LA Times/Wikimedia Commons
Q: I’ve read that Marilyn Monroe got married to Arthur Miller in his Westchester County home. What can you tell me about it?
—Catherine Connolley, Ardsley
A: The couple didn’t actually get married in Arthur Miller’s home—Miller lived in Connecticut. And, not unlike the rest of Norma Jeane’s life, the story is a little complicated.
According to biographer Randy Taraborrelli, Marilyn found out about Miller’s intention to marry her during his testimony in front of the House Un-American Activities Committee (which, if you ask me, isn’t the most romantic way to propose marriage). Miller mentioned he was planning a production in England and he was going to travel with a woman he hoped to soon make his wife. That was news to the former Mrs. DiMaggio—and she wasn’t thrilled that it was broadcast without her permission.
On June 29, 1956, the couple held a press conference to announce their engagement just after a member of the paparazzi following them was killed in a car crash. Monroe was distraught over the tragedy, but that night the couple traveled to the White Plains courthouse and were married by a justice of the peace in a service that lasted less than four minutes. Two days later, a Jewish ceremony was planned at the home of Miller’s agent, Kay Brown, in Waccabuc.
Brown lived at what is now 122 East Ridge Road. About 25 guests attended the secluded and unannounced service. The couple separated less than four years later in 1960, after Monroe filmed The Misfits, which Miller wrote. Two years later the former Norma Jeane Mortenson died alone in bed of a prescription drug overdose.

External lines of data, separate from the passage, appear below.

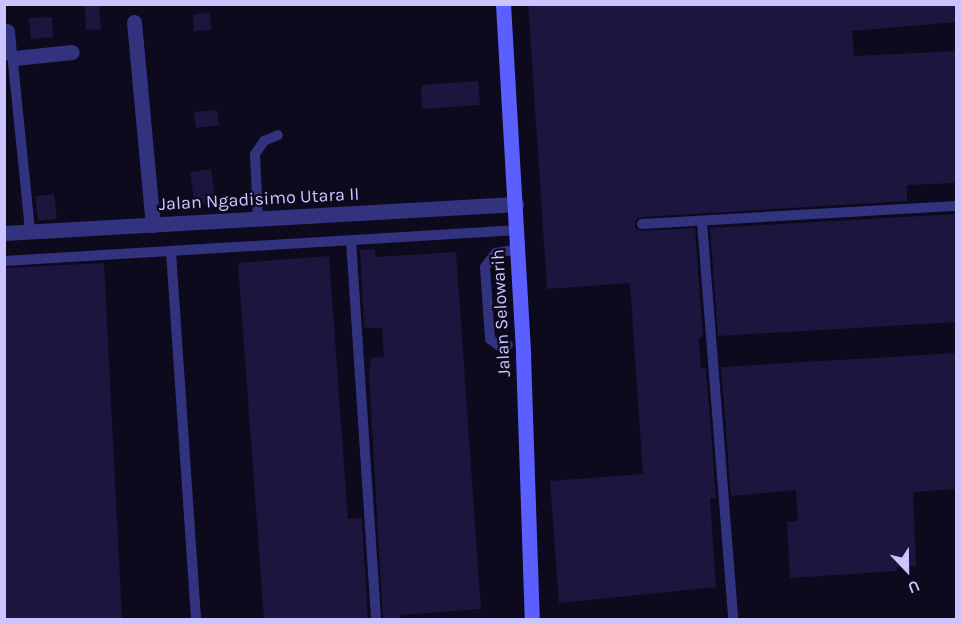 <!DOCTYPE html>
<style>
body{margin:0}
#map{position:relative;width:961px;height:624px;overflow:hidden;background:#0c0a1c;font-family:Karla,sans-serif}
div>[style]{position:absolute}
.building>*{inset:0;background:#1c153e}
.service>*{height:10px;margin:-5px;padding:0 5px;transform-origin:5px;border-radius:5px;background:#32327e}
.minor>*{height:15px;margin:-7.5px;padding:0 7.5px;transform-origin:7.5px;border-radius:7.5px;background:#32327e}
.secondary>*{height:15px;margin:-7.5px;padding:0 7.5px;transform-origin:7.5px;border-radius:7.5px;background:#5c5fff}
span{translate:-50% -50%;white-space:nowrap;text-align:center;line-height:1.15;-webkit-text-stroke:4.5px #0c0a1c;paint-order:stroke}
.street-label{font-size:18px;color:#cac5ff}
.frame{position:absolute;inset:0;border:6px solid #cac5ff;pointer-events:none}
.north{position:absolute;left:877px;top:540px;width:60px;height:60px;-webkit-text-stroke:4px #0c0a1c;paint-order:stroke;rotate:158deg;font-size:16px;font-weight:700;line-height:24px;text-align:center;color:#cac5ff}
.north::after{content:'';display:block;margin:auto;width:21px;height:27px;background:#cac5ff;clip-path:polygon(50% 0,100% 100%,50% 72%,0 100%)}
</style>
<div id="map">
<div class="building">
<i style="clip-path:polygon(85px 4px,99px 4px,101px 29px,86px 30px)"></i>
<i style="clip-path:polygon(528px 4px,957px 4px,957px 22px,852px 31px,854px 56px,957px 51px,957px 183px,907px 185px,907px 201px,642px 217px,635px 221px,635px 228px,642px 231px,695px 228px,703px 337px,699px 338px,701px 369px,706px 368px,716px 498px,710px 498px,716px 587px,559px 603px,550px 481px,643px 474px,630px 283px,547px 289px)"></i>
<i style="clip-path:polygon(210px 13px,211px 30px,194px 31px,193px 14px)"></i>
<i style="clip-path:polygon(52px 17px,53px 37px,31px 39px,29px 18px)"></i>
<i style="clip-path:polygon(478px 81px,480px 105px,422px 109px,421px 85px)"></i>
<i style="clip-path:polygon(217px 110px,219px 125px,196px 128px,194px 112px)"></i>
<i style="clip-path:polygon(211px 169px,216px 202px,195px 205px,190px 172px)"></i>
<i style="clip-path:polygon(54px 194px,57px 219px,38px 221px,35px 196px)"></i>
<i style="clip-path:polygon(957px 214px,957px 322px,718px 336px,710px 228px)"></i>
<i style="clip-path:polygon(375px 249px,375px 257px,456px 252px,481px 609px,401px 615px,401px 620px,383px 620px,369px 376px,371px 358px,384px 357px,382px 328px,364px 328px,360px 250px)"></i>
<i style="clip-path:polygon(329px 256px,348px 519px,362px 518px,368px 620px,264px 620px,238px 263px)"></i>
<i style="clip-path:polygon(104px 263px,122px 620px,4px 620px,4px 268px)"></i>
<i style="clip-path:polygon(957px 353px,957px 489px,913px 492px,916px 566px,897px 567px,897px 571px,790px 578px,787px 522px,798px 521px,796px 490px,731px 496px,721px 367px)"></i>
</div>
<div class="service">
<i style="left:12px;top:53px;width:179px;rotate:84.2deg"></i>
<i style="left:258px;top:220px;width:66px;rotate:-92.6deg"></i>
<i style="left:255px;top:154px;width:16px;rotate:-55deg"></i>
<i style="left:264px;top:141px;width:15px;rotate:-23deg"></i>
<i style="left:702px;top:222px;width:399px;rotate:85.5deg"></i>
<i style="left:642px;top:224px;width:315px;rotate:-3.3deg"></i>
<i style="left:351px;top:241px;width:380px;rotate:86.2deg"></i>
<i style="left:171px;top:252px;width:369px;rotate:86.1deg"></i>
<i style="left:4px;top:261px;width:514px;rotate:-3.46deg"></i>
<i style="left:508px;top:345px;width:10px;rotate:180deg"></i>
<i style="left:498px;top:345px;width:10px;rotate:-143deg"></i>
<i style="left:490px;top:339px;width:72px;rotate:-94deg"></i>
<i style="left:485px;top:267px;width:18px;rotate:-52deg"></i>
<i style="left:496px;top:253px;width:22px;rotate:-10deg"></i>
</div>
<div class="minor">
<i style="left:134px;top:22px;width:204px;rotate:84.7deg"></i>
<i style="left:7px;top:31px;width:22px;rotate:85deg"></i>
<i style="left:15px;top:58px;width:57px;rotate:-6deg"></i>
<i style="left:4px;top:233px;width:513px;rotate:-3.24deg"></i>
</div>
<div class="secondary">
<i style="left:503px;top:4px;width:352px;rotate:86.7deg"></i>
<i style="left:523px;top:355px;width:265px;rotate:88.1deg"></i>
</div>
<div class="street-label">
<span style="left:259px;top:199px;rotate:-3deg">Jalan Ngadisimo Utara II</span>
<span style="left:501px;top:313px;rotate:-93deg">Jalan Selowarih</span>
</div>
<div class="frame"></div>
<div class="north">U</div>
</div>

Q: I’ve lived in Pound Ridge for (I can’t even believe it) 34 years now. I’ve always wondered, how did the town get its name?
—Kathy Riley, Pound Ridge
A: There are several theories:
1. It was the name of a Revolutionary War-era calorie-dense dessert served in the northeastern corner of the county.

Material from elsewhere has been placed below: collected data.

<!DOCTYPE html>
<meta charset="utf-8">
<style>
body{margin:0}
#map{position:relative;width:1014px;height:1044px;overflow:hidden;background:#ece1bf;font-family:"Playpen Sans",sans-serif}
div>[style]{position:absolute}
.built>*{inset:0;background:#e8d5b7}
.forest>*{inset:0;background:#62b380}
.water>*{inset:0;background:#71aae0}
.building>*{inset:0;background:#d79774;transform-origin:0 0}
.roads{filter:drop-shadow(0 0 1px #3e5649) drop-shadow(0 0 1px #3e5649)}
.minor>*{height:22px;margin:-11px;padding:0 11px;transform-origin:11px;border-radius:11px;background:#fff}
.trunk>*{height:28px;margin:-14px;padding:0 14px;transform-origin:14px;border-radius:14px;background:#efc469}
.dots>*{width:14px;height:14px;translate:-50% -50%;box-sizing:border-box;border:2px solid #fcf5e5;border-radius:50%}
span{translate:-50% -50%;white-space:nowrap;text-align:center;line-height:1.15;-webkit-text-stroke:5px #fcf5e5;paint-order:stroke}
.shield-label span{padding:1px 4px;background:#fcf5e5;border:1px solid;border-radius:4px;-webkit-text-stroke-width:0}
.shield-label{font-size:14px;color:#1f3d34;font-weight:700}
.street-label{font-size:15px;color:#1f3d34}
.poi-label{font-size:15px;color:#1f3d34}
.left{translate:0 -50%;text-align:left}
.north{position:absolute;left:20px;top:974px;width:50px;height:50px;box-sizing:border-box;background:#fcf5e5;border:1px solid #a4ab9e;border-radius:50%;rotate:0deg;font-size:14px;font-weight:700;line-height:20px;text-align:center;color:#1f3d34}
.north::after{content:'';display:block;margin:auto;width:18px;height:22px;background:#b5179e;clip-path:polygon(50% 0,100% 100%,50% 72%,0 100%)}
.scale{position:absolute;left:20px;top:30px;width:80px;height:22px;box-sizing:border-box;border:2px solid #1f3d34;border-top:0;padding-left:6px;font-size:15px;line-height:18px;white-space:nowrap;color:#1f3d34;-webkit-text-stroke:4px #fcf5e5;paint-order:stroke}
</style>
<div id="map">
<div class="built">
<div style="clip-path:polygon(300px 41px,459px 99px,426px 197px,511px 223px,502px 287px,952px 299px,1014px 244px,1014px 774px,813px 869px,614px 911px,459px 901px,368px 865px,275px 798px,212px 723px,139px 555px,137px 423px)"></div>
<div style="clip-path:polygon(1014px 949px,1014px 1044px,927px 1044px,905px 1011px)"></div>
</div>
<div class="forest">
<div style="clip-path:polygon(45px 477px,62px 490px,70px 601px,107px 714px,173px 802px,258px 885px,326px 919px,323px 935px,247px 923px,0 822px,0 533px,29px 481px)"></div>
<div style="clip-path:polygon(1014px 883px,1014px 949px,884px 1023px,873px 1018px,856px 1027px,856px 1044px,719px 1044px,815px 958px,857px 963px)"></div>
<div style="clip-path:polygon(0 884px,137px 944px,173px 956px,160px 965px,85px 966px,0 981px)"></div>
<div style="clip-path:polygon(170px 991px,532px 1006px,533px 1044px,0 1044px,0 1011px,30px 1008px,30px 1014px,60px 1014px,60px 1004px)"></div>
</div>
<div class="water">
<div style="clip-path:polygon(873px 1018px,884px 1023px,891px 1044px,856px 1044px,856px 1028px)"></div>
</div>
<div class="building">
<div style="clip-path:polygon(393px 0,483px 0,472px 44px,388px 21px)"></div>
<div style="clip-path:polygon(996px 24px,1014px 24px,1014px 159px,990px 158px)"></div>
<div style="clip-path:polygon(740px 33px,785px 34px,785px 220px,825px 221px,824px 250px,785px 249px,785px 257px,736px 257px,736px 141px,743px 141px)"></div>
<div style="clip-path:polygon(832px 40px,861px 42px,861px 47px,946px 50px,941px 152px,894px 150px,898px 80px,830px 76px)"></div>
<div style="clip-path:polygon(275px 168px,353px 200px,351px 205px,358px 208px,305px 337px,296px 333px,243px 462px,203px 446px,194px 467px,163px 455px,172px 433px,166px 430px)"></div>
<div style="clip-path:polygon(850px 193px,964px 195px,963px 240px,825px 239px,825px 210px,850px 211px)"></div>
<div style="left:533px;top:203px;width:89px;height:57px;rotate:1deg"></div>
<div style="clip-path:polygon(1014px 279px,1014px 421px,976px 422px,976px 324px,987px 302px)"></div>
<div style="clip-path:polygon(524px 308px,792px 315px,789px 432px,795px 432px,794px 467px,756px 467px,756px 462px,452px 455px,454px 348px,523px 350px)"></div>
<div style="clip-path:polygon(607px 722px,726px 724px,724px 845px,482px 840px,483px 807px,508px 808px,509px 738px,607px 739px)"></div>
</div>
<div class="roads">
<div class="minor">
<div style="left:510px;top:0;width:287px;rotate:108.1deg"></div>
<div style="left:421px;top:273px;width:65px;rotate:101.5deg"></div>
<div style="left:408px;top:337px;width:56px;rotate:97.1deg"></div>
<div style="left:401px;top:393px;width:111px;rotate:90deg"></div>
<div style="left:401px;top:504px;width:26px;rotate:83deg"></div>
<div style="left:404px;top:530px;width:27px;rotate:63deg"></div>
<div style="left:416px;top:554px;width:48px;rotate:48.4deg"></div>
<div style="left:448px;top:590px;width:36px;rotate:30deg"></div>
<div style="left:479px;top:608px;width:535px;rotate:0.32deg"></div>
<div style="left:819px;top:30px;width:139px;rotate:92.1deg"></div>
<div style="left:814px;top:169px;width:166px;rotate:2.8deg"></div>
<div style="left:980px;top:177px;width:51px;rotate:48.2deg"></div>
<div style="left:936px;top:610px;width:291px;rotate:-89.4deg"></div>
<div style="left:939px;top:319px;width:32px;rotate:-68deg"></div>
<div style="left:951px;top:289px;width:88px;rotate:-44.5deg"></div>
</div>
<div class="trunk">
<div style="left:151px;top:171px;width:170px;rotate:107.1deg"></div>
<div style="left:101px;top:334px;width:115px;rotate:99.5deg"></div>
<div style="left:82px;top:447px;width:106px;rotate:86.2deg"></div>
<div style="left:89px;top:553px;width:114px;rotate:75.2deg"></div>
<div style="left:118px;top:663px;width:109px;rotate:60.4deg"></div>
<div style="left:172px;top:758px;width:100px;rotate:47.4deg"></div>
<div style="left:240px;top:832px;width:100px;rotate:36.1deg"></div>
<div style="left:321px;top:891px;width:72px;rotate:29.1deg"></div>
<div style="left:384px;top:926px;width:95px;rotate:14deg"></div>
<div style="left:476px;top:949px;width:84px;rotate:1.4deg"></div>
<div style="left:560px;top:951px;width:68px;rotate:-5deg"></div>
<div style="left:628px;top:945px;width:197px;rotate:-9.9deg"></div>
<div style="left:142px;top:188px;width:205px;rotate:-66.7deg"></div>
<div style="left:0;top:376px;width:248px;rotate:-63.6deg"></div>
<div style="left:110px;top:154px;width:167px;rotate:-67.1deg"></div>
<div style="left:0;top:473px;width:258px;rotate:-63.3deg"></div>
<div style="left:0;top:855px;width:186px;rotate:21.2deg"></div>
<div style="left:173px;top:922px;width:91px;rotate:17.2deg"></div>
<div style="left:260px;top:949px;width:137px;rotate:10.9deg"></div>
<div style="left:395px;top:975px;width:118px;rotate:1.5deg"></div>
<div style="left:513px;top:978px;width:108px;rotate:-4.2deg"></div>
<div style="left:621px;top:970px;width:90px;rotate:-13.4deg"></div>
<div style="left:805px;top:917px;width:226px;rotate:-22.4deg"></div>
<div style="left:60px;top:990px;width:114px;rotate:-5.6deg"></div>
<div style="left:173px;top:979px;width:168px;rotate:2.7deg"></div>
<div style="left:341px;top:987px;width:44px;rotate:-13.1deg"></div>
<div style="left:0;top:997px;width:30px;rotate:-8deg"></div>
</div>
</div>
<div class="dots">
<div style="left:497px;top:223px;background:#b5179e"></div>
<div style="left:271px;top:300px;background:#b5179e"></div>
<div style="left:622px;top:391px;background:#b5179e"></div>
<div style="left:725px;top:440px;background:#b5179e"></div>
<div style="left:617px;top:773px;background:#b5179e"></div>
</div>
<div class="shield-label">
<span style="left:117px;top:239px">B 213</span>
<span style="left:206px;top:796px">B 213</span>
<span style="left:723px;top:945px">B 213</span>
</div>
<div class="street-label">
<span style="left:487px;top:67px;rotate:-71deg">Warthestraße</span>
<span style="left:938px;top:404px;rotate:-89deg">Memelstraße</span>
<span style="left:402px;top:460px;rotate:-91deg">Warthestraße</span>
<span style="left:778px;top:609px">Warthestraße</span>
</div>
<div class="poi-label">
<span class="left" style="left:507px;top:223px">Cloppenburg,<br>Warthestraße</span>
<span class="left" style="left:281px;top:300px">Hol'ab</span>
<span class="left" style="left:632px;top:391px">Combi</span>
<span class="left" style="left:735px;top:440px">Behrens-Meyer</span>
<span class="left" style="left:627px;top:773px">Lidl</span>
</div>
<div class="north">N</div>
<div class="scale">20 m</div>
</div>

2. It was the unit of measurement employed by the manufacturers of Ruffles potato chips.
3. It was an angry retort used by the early citizens of Bedford who lived by the ridge. As in “Hey, you don’t like my answers? Why don’t you go pound ridge!”
If this response has even made it passed my editors at this point, I probably owe you, my beloved readers, an honest answer.
The Native Americans who lived in the area during the 1600s—the Kitchawong, Siwanoy, and Tankiteke tribes—referred to their athletic/activity fields as “pounds.” Guess what? Right by where Pound Ridge lies today, there is the site of a former “pound,” set on a ridge.
Yup, that’s the real, honest-to-goodness truth. And if you don’t believe me you can go pound ridge!
Q: What’s the deal with leaf-burning being illegal? I have a very safe steel fire pit with a cover and there is almost zero chance of danger. Is this just another example of the state exercising power for no good reason?
—Jeremy Kaplan, Lewisboro
A: Slow down, Captain Conspiracy, and take a breath before you unfurl your “Don’t Tread on Me” flag.
The Smokey Bear angle is only part of why burning leaves is illegal in New York State. Sure, in the wrong hands, burning leaves can pose all sorts of danger, especially for those who aren’t equipped with a really cool fire pit. Fiery embers floating through densely populated areas is not a good thing and, I don’t know about your neighbors, but I don’t want mine playing with fire.
Also, burning leaves emits a number of toxic particles and gases like benzapyrene, a known carcinogen linked to lung cancer. That’s bad enough, but it’s also true that the tiny particles contained in the smoke can accumulate in human lungs and stay there for years; that can lead to serious respiratory infections. And it’s worse if the leaves are moist when they’re ignited—wet leaves are known to release especially damning carcinogenic hydrocarbons.
So, they may only get your lighter when they have to pry it (and your leaf bag) from your cold, dead hands, but, in the meantime, think about your neighbors a little.